This year’s election season includes all district judges and for the Bossier-Webster 26th Judicial District Court bench, that means six judgeships are up for re-election. Judges John Robinson and Ford Stinson are retiring, but to date there have been no announced contenders for the other four seats – and that circumstance isn’t likely to change.
While both Webster Parish attorney Charles Jacobs and Bossier Parish attorney Randal Robinson have announced their candidacies for the open seats, only Jacobs is actively campaigning. He is seeking the seat to be vacated by Judge Robinson.
Interestingly, Jacobs’s first job out of law school was in John Robinson’s Springhill law office, until Robinson was elected judge about five years later. That was nearly 20 years ago – and Jacobs said those years have an opportunity to practice in most all areas of law.
“We did a lot of civil litigation work, we did a lot of property work, domestic, wills, successions … I’ve practiced both criminal defense work. I’ve served … as a public defender. I’ve also, for the past 11 years, been a part-time assistant district attorney in the 26th JDC in Bossier Parish working for Schuyler Marvin.”
Jacobs’s experience doesn’t stop there. For nearly 15 years, he’s served as the Springhill City Attorney and prosecutes misdemeanors in Springhill City Court. He also currently serves as City Attorney for the towns of Cullen and Sarepta in Webster Parish.

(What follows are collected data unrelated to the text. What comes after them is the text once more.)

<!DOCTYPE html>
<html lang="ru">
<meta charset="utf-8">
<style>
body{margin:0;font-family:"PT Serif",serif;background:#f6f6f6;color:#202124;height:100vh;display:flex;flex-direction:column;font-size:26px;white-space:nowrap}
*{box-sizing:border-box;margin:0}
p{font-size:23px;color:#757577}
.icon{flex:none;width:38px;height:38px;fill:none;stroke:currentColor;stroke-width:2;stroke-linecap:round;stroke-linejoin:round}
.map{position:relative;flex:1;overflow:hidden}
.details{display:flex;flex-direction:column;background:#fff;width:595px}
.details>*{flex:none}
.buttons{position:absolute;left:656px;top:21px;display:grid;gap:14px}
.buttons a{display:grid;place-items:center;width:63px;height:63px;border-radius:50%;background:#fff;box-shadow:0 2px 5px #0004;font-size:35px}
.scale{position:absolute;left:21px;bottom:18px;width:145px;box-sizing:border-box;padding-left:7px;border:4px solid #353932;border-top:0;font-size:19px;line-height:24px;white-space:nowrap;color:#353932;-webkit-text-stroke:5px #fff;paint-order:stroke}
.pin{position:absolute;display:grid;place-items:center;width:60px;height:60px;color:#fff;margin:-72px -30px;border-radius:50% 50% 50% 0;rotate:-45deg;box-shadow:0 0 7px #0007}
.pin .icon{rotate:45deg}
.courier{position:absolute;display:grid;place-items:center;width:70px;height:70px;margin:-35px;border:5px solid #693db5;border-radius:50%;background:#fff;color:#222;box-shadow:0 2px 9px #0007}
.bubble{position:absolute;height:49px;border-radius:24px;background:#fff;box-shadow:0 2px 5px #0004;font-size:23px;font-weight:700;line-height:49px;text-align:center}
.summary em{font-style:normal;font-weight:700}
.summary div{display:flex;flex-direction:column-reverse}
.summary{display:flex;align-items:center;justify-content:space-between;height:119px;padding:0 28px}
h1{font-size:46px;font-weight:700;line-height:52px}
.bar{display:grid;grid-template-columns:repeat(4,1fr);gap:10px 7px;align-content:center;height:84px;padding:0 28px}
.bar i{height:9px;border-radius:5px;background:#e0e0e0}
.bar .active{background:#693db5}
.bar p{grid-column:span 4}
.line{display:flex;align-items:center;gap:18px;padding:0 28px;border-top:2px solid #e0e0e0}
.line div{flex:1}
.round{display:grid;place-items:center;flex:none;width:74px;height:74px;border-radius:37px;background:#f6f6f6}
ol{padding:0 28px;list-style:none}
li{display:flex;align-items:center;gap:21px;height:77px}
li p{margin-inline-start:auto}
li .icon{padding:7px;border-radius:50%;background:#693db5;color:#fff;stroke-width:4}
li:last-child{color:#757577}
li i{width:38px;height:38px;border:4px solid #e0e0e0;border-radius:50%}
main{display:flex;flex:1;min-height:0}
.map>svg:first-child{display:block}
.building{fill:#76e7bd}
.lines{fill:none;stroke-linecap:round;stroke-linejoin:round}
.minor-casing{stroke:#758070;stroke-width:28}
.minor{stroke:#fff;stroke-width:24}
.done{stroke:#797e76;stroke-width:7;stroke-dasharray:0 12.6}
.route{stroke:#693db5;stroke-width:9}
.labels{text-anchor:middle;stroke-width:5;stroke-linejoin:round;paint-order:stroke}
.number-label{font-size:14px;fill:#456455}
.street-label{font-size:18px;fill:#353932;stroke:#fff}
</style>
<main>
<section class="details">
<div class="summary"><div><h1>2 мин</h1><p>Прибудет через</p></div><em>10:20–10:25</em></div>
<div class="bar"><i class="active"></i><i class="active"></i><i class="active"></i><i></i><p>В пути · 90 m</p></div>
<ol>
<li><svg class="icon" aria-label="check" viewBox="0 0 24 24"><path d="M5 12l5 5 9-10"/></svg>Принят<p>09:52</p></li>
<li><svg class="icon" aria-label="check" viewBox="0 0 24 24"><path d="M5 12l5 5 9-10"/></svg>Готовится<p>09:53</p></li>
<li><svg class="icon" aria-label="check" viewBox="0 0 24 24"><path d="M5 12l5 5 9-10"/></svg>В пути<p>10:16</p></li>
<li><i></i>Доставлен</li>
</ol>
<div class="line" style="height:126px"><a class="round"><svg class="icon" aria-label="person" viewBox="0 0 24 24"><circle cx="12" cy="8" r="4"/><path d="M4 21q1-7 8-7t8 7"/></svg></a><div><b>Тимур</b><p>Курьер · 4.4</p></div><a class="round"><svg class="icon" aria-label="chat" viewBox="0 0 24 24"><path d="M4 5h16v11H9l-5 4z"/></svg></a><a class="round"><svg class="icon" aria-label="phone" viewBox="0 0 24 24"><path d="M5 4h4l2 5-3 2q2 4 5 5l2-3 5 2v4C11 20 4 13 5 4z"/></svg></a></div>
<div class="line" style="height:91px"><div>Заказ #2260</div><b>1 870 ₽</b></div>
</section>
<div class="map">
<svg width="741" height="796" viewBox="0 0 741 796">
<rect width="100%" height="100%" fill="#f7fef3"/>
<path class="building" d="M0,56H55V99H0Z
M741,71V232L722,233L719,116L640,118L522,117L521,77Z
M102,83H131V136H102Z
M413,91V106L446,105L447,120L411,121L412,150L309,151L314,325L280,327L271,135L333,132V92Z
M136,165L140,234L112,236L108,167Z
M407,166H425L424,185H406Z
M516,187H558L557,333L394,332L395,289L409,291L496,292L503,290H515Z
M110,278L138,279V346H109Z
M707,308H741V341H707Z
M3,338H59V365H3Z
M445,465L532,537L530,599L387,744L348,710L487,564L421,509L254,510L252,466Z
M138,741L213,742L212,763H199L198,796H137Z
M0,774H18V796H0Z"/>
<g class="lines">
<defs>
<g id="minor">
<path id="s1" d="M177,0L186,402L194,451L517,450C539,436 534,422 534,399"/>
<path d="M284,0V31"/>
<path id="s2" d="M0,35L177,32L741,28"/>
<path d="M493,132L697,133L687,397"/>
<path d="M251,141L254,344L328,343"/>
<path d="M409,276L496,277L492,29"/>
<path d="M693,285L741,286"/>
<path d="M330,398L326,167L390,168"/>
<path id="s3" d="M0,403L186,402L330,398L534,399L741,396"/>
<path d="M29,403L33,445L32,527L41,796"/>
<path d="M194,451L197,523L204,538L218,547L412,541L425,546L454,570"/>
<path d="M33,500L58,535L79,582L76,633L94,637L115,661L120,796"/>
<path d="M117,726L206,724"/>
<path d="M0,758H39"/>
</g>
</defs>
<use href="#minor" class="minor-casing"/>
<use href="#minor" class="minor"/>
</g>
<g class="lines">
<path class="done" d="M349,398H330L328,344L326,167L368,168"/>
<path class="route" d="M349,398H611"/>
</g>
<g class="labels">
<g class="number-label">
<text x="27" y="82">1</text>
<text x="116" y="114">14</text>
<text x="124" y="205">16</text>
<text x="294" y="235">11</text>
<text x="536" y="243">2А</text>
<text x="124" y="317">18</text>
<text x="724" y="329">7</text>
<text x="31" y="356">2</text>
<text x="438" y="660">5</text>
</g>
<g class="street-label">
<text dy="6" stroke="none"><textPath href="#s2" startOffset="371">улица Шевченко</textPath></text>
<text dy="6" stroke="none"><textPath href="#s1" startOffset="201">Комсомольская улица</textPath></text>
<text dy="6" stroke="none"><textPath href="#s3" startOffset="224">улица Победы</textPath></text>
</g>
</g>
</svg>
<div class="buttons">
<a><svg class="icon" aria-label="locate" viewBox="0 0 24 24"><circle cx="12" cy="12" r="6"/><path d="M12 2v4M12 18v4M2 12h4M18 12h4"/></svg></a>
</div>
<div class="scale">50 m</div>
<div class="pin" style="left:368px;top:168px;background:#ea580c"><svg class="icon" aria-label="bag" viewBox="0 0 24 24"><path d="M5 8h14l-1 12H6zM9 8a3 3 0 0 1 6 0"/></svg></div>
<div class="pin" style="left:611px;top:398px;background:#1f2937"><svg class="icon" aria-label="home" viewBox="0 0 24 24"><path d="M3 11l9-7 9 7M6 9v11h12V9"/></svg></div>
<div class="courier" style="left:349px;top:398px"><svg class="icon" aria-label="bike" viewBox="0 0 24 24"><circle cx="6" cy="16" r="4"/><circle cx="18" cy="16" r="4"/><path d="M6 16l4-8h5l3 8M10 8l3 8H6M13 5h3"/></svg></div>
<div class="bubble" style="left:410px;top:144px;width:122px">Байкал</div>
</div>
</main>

“I’ve pretty much, over 19-20 years of practicing law, done a little bit of everything … from domestic work to property work to contested successions. I’ve done some personal injury work, I’ve done some personal injury defense work and I’ve done criminal defense work … I’ve been a prosecutor. So in all, I’ve practiced in all areas of the law … I’ve had a wide range of experience and I think that would qualify me as a district judge,” Jacobs said.
“I feel confident and capable of handling any sort of matter that would come before me,” he said.
Jacobs has also represented clients at the appellate court level as well as in federal court.
As to what makes a good judge, Jacobs ticked off his judicial quality considerations.
“…One, of course, is experience. In these days where lawyers tend to specialize, I’ve never done that. If an attorney specializes in one area, he becomes very proficient in one area. The problem is that as a judge, you don’t get to specialize – you have to handle whatever case is assigned to your division. You could have a medical malpractice case one day, a divorce case the next day, and a boundary dispute the next day …”
“The other thing – integrity – having a good ethical record. You have to be honest, you have to be upfront with people. Right up there at the top is temperament – that just because you put on a black robe doesn’t make you better than anybody else, and you can’t forget where you come from, and you can’t take yourself too seriously.”
“You have to remember that when people come to court, even lawyers … it’s a stressful situation and most people are not used to being in court. They get nervous and they all need to be treated with respect. You know, the courtroom is the one place where it should not matter if you have ten dollars or a million dollars in the bank – you ought to be treated with dignity and respect and you ought to get an equal shake.”
Jacobs said that he believes he possesses these qualities: “I think that I have a good temperament. I think I have a good history with my colleagues … sometimes you have to agree to disagree, but you can do that in a courteous and civil manner, and I think I’ve done a good job with that.”
Jacobs and wife Melanie have been married for over 20 years. Melanie is also a well-known Webster Parish leader; she’s served as principal in several Webster Parish schools and currently serves as Special Education Supervisor for the school system. Their son John attends North Webster High School. The family attends Springhill United Methodist Church.